= Notre Dame Mission Volunteers – AmeriCorps =

Non-profit organization

| Established | 1992 |
| Exec. Dir. | Sister Katherine "Sissy" Corr |
| Office | Baltimore, MD, USA; |
| Homepage | www.ndmva.org |

Notre Dame Mission Volunteers is a faith-based non-profit organization founded by the Sisters of Notre Dame de Namur in 1992. In 1995, NDMV sought a partnership with AmeriCorps to allow for an increase in the number of members, offering greater community service in financially limited sites. This partnership formed Notre Dame Mission Volunteers AmeriCorps. The program began with 46 service members placed in four communities: Baltimore, Boston, Cincinnati, and Apopka, Florida. Building on the initial success of these four sites, NDMVA has continued to systematically extend the range and depth of its AmeriCorps program. Notre Dame Mission Volunteers AmeriCorps members serve in seventeen sites across the United States. Notre Dame Mission Volunteers also has a separate international program in which members currently serve in four international sites in Brazil, Haiti, Nigeria, and Peru. Its National Office is currently based out of Baltimore, Maryland.

==Mission==
NDMV serves in memory of St. Julie Billiart who sought to educate those in most need. The organization seeks to break the cycle of poverty through education and literacy, giving communities the strength they need to sustain them and live out their good – given potential. NDMV members provide hands-on support to economically disadvantaged communities. They tutor children and adults (literacy, GED, and ESL), organize after-school enrichment activities, model and teach conflict resolution and parental effectiveness, and involve community professionals in the learning process.

==Communities served through AmeriCorps==
NDMV's National Direct AmeriCorps Program has 22 sites across the United States. These sites cater to the unique needs of the communities in their city to carry out the mission of NDMV. The cities currently served by NDMVA members are: Apopka, Florida; Atlanta, Georgia; Baltimore, Maryland; Bend, Oregon; Boston, Massachusetts; Boulder, Colorado; Chicago, Illinois; Cincinnati, Ohio; Dayton, Ohio; Hartford, Connecticut; Los Angeles, California; New Orleans, Louisiana; New York City, New York; Pine Apple, Alabama; Philadelphia, Pennsylvania; Phoenix, Arizona; San Diego, California; San Francisco, California; Seattle, Washington; Tampa, Florida; Washington, DC; Watsonville, California; and Wilmington, Delaware. National Direct NDMVA members serve as teacher's aides, tutors, mentors, and program coordinators to serve the disenfranchised helping them gain empowerment through education.

Additionally, NDMVA has partnered with the NativityMiguel Network of Schools in 17 additional sites across the country.
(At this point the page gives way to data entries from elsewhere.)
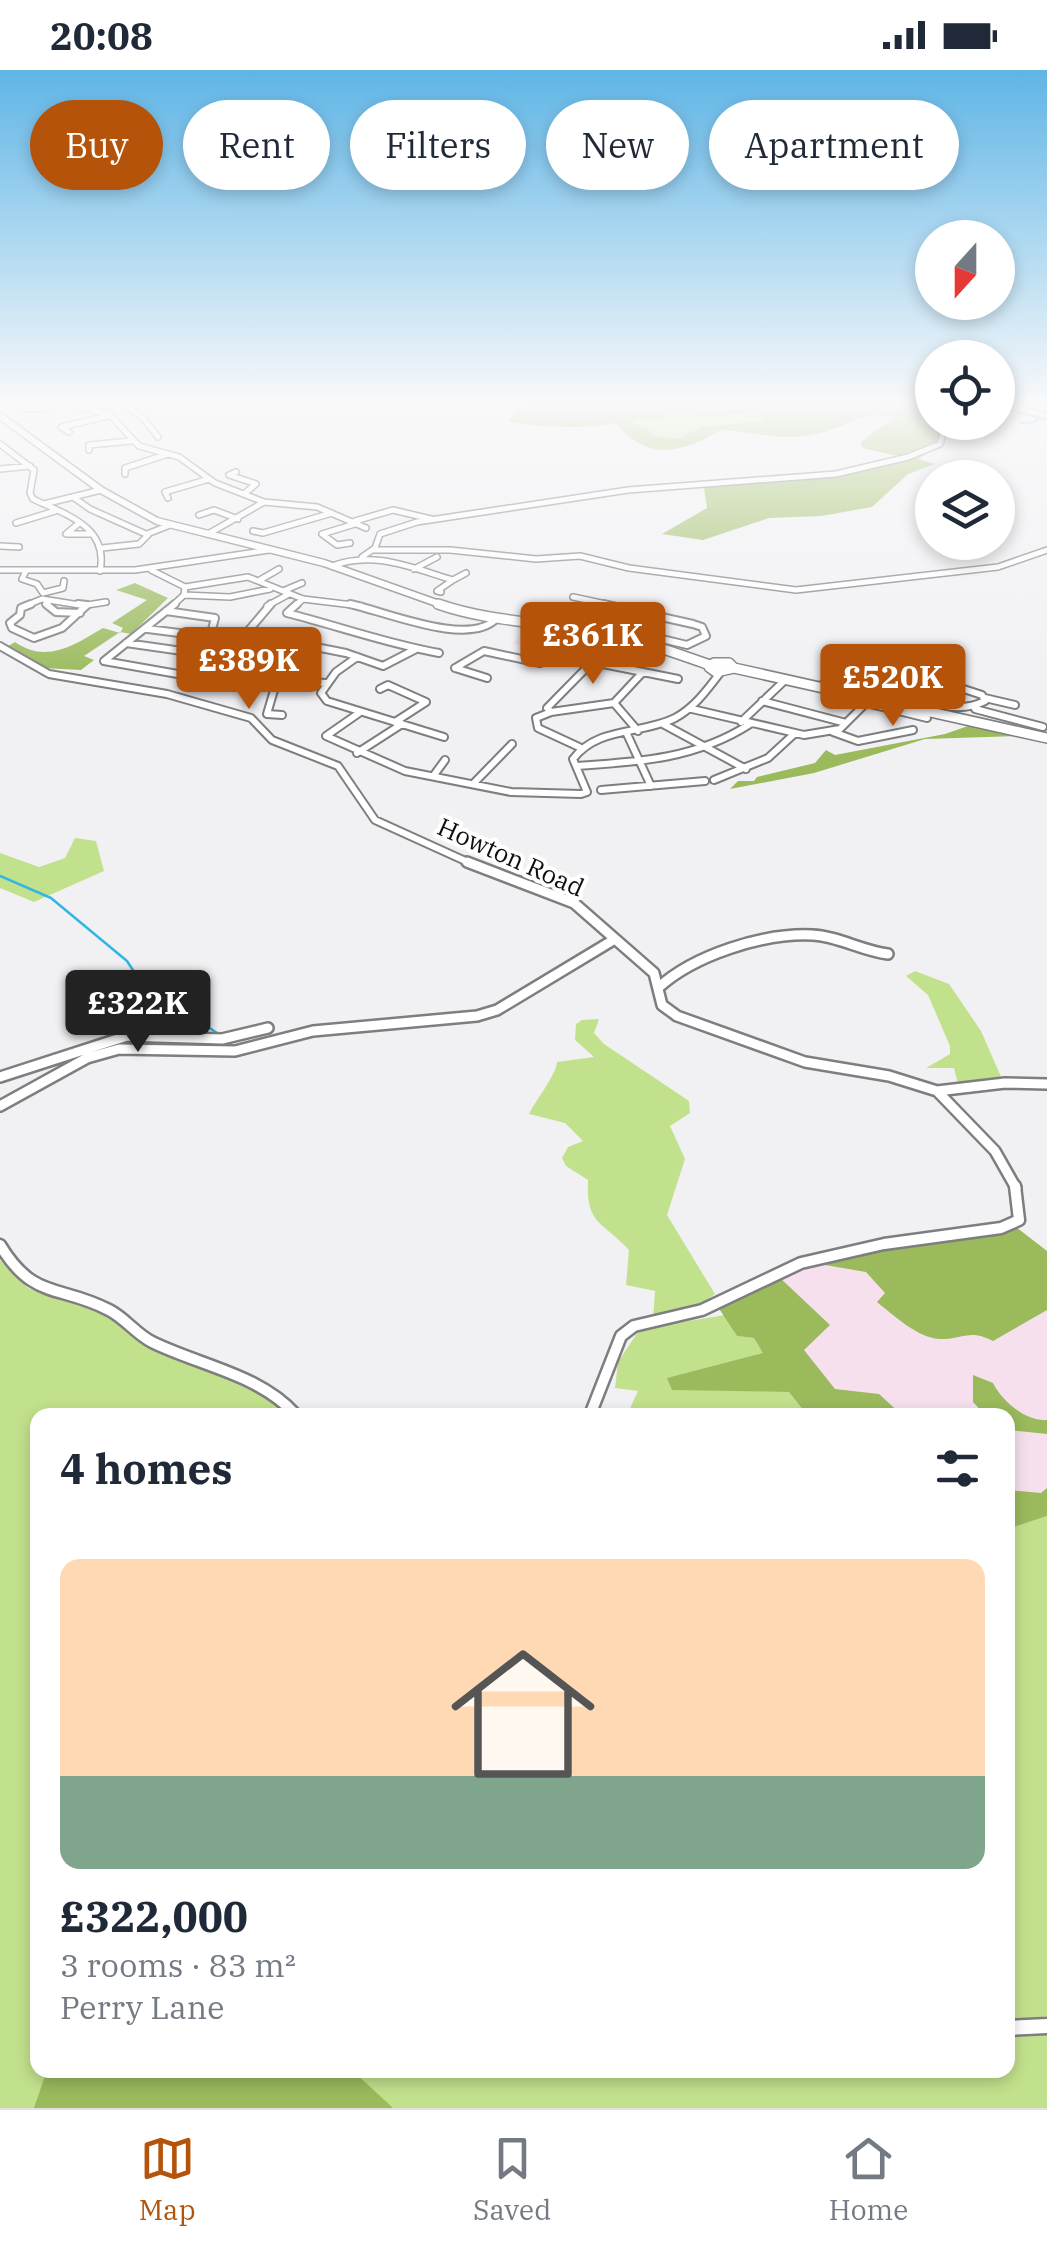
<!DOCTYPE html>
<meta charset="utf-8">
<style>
:root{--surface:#fff;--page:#f6f6f7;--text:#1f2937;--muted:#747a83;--line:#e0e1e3;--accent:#b45309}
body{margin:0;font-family:"IBM Plex Serif",serif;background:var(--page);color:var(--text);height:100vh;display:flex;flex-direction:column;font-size:38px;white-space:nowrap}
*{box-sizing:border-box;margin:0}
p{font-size:32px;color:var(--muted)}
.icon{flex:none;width:55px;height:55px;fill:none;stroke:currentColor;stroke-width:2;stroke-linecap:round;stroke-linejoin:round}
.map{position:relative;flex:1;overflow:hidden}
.sheet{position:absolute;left:30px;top:1338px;width:985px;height:670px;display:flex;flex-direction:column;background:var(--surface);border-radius:20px;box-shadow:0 5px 15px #0003}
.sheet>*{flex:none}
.top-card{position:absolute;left:30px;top:30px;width:988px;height:90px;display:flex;gap:20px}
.needle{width:65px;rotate:201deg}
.buttons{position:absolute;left:915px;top:150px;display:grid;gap:20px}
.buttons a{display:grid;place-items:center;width:100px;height:100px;border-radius:50%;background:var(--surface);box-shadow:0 5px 15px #0003;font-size:50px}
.price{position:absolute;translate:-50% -85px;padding:0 22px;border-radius:10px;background:var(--accent);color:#fff;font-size:32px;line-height:65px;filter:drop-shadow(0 2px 5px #0008)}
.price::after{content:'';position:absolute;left:50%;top:60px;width:30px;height:22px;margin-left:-15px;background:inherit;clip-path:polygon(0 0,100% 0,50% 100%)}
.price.on{background:#222;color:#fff}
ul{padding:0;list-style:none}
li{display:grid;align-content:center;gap:20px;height:530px;padding:0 30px}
li span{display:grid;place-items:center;height:310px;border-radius:20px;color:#555}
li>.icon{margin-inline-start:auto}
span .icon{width:180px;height:180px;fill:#fffc;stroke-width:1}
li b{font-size:42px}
h2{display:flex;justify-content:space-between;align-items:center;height:120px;padding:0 30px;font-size:42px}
.tag{padding:0 35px;border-radius:45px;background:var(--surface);box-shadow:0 5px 15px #0003;font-size:35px;line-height:90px}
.tag.on{background:var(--accent);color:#fff}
.status{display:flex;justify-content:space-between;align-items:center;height:70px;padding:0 50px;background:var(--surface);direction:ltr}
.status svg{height:28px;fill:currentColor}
.menu{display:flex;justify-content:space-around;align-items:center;height:140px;border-top:2px solid var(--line);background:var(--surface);font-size:28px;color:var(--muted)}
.menu a{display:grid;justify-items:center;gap:5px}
.menu .on{color:var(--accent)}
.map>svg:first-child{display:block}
</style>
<div class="status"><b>20:08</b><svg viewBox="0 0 49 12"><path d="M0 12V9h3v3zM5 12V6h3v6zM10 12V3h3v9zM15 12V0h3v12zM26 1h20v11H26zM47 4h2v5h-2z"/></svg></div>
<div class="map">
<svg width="1047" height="2038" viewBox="0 0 1047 2038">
<rect width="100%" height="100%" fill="#f1f1f4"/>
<path fill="#f6e0ee" d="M 529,554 L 579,562 L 553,582 L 512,574 Z
M 885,1178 L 1047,1183 L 1047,1446 L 1008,1458 L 1008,1345 L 807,1345 L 718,1237 L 778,1206 Z"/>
<path fill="#c2e18c" d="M 675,342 L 706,347 L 761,342 L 765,352 L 703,357 L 676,369 L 651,364 L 646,357 L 632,354 L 636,349 Z
M 75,768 L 96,771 L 104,801 L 34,832 L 0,818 L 0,783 L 39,797 L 65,788 Z
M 915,901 L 949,914 L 981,961 L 1002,1009 L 958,1014 L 954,998 L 926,998 L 950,984 L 950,976 L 928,925 L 906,906 Z
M 599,949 L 594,963 L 604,974 L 689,1031 L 690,1043 L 670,1056 L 685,1089 L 667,1145 L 715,1224 L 701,1234 L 653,1249 L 655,1221 L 626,1215 L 629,1180 C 601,1150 586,1155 588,1110 L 566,1096 L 562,1088 L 568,1077 L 583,1071 L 565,1053 L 529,1044 C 536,1030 556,1005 557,992 L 594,987 L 575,970 L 576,954 L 582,950 Z
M 0,1190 L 28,1218 L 109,1245 L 145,1274 L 273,1330 L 286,1345 L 38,1345 L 38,2000 L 1008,2000 L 1008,1966 L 1047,1963 L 1047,2038 L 0,2038 Z
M 725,1245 L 737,1266 L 754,1268 L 764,1283 L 672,1319 L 789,1322 L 807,1345 L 627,1345 L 638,1321 L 615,1318 L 618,1292 L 640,1259 Z
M 1047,1446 L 1047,1946 L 1008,1952 L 1008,1459 Z"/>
<path fill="#9aba5c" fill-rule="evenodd" d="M 526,330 L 903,330 L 918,337 L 921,344 L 932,346 L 932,352 L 940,353 L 947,359 L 944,373 L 918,389 L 935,394 L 908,404 L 872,437 L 821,446 L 769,448 L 703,470 L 662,464 L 707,438 L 704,418 L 882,395 L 903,387 L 862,378 L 861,372 L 893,348 C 870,338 841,359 817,364 C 777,372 758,362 721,360 C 684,382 648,393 616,353 C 596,359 528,358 508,351 ZM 675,342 L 706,347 L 761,342 L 765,351 L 703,357 L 676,369 L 653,365 L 646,357 L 632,354 L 636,349 L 659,349 Z
M 135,513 L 168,528 L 131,564 L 120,562 L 84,586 L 94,590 L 81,600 L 43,598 L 8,576 L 15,572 C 47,594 74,575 103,558 L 120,563 L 123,558 L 112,553 L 147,530 L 116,520 Z
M 971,655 L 1021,666 L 925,669 L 814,703 L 730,719 L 738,711 L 754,711 L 757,707 L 815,693 L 826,680 L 835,685 L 945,664 Z
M 1016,1157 L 1047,1181 L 1047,1240 L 993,1271 C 969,1258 962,1270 939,1269 C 918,1268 892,1244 877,1232 L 885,1223 L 866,1202 L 825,1195 L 831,1190 L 884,1176 Z
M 778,1206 L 830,1255 L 804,1280 L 835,1319 L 879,1324 L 902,1345 L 807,1345 L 789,1322 L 672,1320 L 667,1308 L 763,1283 L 754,1268 L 737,1266 L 718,1237 Z
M 973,1305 L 993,1313 C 1002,1331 1026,1352 1047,1350 L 1047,1364 L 1008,1360 L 1008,1345 L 985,1345 L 973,1332 Z
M 1047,1418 L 1047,1446 L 1008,1459 L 1008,1420 L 1041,1423 Z
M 47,2000 L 352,2000 L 393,2038 L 34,2038 Z"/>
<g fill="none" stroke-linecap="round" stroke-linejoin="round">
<path stroke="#32b6e4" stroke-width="2.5" d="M 1014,334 L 1047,337
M 1018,343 L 1047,349
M 1021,353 L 1035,352 L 1039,347
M 0,806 L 51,828 L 127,891 L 140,911 L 220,965"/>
<defs>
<path id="minor-far4" d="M 54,330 L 110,345 L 139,376 L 179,387 L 215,413 L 264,432 L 208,464
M 116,330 L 142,347 L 158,367
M 920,330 L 932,348
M 0,331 L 10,334
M 998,333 L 1047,346
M 33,337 L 25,339 L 51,338 L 48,333 L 52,330
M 69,362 L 61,357 L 108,346
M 0,374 L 34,400 L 30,423 L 33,429 C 67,445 109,457 100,501
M 89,380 L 89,375 L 131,371
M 0,399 L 30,396
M 236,402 L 229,405 L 256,414 L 245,423
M 125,404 L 125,398 L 168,384
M 73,427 L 90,439 L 148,465 L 139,474 L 102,478
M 168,428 L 165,422 L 209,409
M 264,432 L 317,437 L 366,458
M 44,434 L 101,420
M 199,445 L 214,440 L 238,449
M 355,451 L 393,440 L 431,449
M 16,453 L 55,441
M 78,454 L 66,464 L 90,464
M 253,461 L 263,463 L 332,443
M 147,464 L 170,455
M 350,473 L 337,475 L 322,464 L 358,453
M 0,476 L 19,477
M 372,480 L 450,480 L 536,489 L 580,486 L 629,498 L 796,520 L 998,497 L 1047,480
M 362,487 L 375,478 L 380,464 L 417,452 L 628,420 L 836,404 L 908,387 L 940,374 L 943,364 L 936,352
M 332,496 C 374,480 412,498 453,510 L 466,503
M 414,499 L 437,487
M 0,500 L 135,500 L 269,480
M 151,500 L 185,517 L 184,525 L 172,536
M 26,501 L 22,509 L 37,514 L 43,523
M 260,510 L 279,499
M 185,517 L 248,507 L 303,529 L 361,536
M 283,521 L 302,513
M 441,522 L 437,521 L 453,510
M 43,523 L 63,518 L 64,511
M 184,525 L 230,527 L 270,519
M 573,527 L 615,536
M 87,535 L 106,532
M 25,536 L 42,529 L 86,536
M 48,536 L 48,530
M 267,536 L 289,524
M 295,536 L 303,529"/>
<path id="minor-far3" d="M 31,534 L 21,538 L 20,545 L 10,553 L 12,558 L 34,568 L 62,558 L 87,535 L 78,534
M 46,534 L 56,542 L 80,543
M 175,534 L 104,591 L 189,606 L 195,603
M 297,534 L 287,543 C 338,556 388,574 439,583
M 350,534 C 387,542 468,577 496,549
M 166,541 L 215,548 L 210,567
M 539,553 L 547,545 L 558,544 L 687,575 L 706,566 L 702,557 L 693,554 L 603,534
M 148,559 L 210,567 L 265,567 L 346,583 L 383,596 L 416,579
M 243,567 L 271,534
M 126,573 L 203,584 L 210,587 L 207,590
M 0,576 L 49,604 L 167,624 L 251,648 L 272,670 L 338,696 L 375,750 L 472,794
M 357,587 L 336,602 L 321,623 L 327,631 L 444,667
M 250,592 L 277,610 L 326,613
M 593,592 L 678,609
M 455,598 L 484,581 L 540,593 L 589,560
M 455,598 L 487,608
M 277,610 L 267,644 L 282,645
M 822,615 C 877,586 929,658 985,631 L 982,625 L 881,592
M 380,619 L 388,615 L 426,632 L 395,652
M 985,628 L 1015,635
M 762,631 L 846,653
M 614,633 L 643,602
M 614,633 L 638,661
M 866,633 L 927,648
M 692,639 L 804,665 L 840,659 L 872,627
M 975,639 L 1043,657
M 551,642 L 547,638 L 604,580
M 359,643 L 326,666 L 405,701 L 511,722 L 581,724 L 587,722 L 573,689 C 598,656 641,665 675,648 C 694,638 707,620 720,603
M 741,652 L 783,612
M 663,654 L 746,699
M 833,662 L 858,671 L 913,660
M 627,664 L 651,716
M 579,677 L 538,658 L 536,648 L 551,642 L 614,633
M 357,683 L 402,654
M 576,696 C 638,692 696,689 750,654
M 434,705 L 445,690
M 714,710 L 768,688 L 793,665
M 473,714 L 512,674
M 601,720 L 705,711"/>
<path id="minor-far2" d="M 467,792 L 574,833 L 654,903 L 662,935 L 677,946 L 805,992 L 889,1006 L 937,1021 L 995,1081 L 1016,1118
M 658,918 C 694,885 763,863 812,865 C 838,866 862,881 888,884
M 0,1007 L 127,966 L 222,969 L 268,958
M 937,1021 L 1005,1013 L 1047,1014
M 0,1036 L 87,988 L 119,979 L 235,981 L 313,961 L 477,946 L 497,940 L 615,869"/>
<path id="minor-far1" d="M 0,1175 C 34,1231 59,1214 109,1240 C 125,1248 136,1264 152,1272 C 201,1296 259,1304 296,1345
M 590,1345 L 621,1266 L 634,1256 L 702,1240 L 801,1193 L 884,1174 L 1001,1158 L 1019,1150 L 1015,1116"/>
<path id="minor" d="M 1008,1958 L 1047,1956"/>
<path id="major-far1" d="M 0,346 L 101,420 L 157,451 L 324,493 L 445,536"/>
<path id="major" d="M 438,534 C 489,552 545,552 598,562 C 637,569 673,582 710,595
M 714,593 L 729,593 L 734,598 L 716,602 L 709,597 Z
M 734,598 L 1047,668"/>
</defs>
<use href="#minor-far4" stroke="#7d7e80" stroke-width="8"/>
<use href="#minor-far3" stroke="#7d7e80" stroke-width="10"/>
<use href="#minor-far2" stroke="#7d7e80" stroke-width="14"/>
<use href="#minor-far1" stroke="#7d7e80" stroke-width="15"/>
<use href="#minor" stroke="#7d7e80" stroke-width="19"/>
<use href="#major-far1" stroke="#7d7e80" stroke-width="9"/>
<use href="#major" stroke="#7d7e80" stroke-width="12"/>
<use href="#minor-far4" stroke="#fff" stroke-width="5"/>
<use href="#minor-far3" stroke="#fff" stroke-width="6"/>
<use href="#minor-far2" stroke="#fff" stroke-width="9"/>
<use href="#minor-far1" stroke="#fff" stroke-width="10"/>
<use href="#minor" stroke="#fff" stroke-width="14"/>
<use href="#major-far1" stroke="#fff" stroke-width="6"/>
<use href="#major" stroke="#fff" stroke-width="9"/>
</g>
<linearGradient id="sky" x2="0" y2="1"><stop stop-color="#5fb5e6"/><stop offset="0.54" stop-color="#f9f9fa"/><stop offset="1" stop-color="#f9f9fa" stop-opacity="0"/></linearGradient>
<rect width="1047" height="615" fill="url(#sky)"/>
<g text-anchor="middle" stroke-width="8" stroke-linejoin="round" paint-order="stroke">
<g font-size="25" fill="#0e0e0f" stroke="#fff">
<text transform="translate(511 787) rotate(24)" y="9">Howton Road</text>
</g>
</g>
</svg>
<div class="buttons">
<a><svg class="needle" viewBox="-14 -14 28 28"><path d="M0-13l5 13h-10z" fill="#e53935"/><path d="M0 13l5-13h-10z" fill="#747a83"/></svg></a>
<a><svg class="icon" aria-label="locate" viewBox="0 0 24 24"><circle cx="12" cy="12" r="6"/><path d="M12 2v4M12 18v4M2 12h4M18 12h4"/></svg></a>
<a><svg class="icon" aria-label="layers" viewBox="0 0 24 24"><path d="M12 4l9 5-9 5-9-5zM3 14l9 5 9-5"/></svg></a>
</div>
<b class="price" style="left:593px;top:617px">£361K</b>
<b class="price" style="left:249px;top:642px">£389K</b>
<b class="price" style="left:893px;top:659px">£520K</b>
<b class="price on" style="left:138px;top:985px">£322K</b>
<div class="top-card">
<a class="tag on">Buy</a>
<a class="tag">Rent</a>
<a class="tag">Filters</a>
<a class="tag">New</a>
<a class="tag">Apartment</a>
</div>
<section class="sheet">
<h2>4 homes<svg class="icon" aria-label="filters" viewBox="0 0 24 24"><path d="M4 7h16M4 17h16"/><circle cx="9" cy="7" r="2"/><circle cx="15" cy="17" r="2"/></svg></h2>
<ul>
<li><span style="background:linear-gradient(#ffd9b3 70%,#7fa58c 0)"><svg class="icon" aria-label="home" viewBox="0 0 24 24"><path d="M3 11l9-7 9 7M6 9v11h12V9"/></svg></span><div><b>£322,000</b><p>3 rooms · 83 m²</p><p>Perry Lane</p></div></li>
</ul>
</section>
</div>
<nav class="menu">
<a class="on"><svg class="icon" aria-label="map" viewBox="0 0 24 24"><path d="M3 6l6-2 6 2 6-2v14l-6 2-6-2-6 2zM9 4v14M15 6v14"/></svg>Map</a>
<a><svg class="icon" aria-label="saved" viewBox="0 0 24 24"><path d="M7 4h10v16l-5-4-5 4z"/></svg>Saved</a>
<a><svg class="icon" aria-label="home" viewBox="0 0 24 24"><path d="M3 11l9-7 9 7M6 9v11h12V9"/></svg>Home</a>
</nav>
Members serving in Nativity Schools serve as intern teachers in schools targeting low-income middle school students in an effort to prevent them from dropping out of school.

==Communities served internationally==
NDMV's International Program is a more recent addition to the service work completed by the organization. The international work is entirely separate from the AmeriCorps grant, thus making it a much smaller program. NDMV initially set its sights on serving communities in Africa and South America along with the Sisters of Notre Dame de Namur. In 2006, NDMV sent volunteers to Malava, Kenya and Tambogrande, Peru.

Currently, the organization sends volunteers to work in schools and orphanages working with children in cities or villages in four countries. The cities currently served include Anapu, Brazil; Les Cayes, Haiti; Lima, Peru; Tambogrande, Peru; Amoyo, Nigeria; and Enugu, Nigeria. 2012 will mark the first year that volunteers will be sent to Les Cayes, Haiti.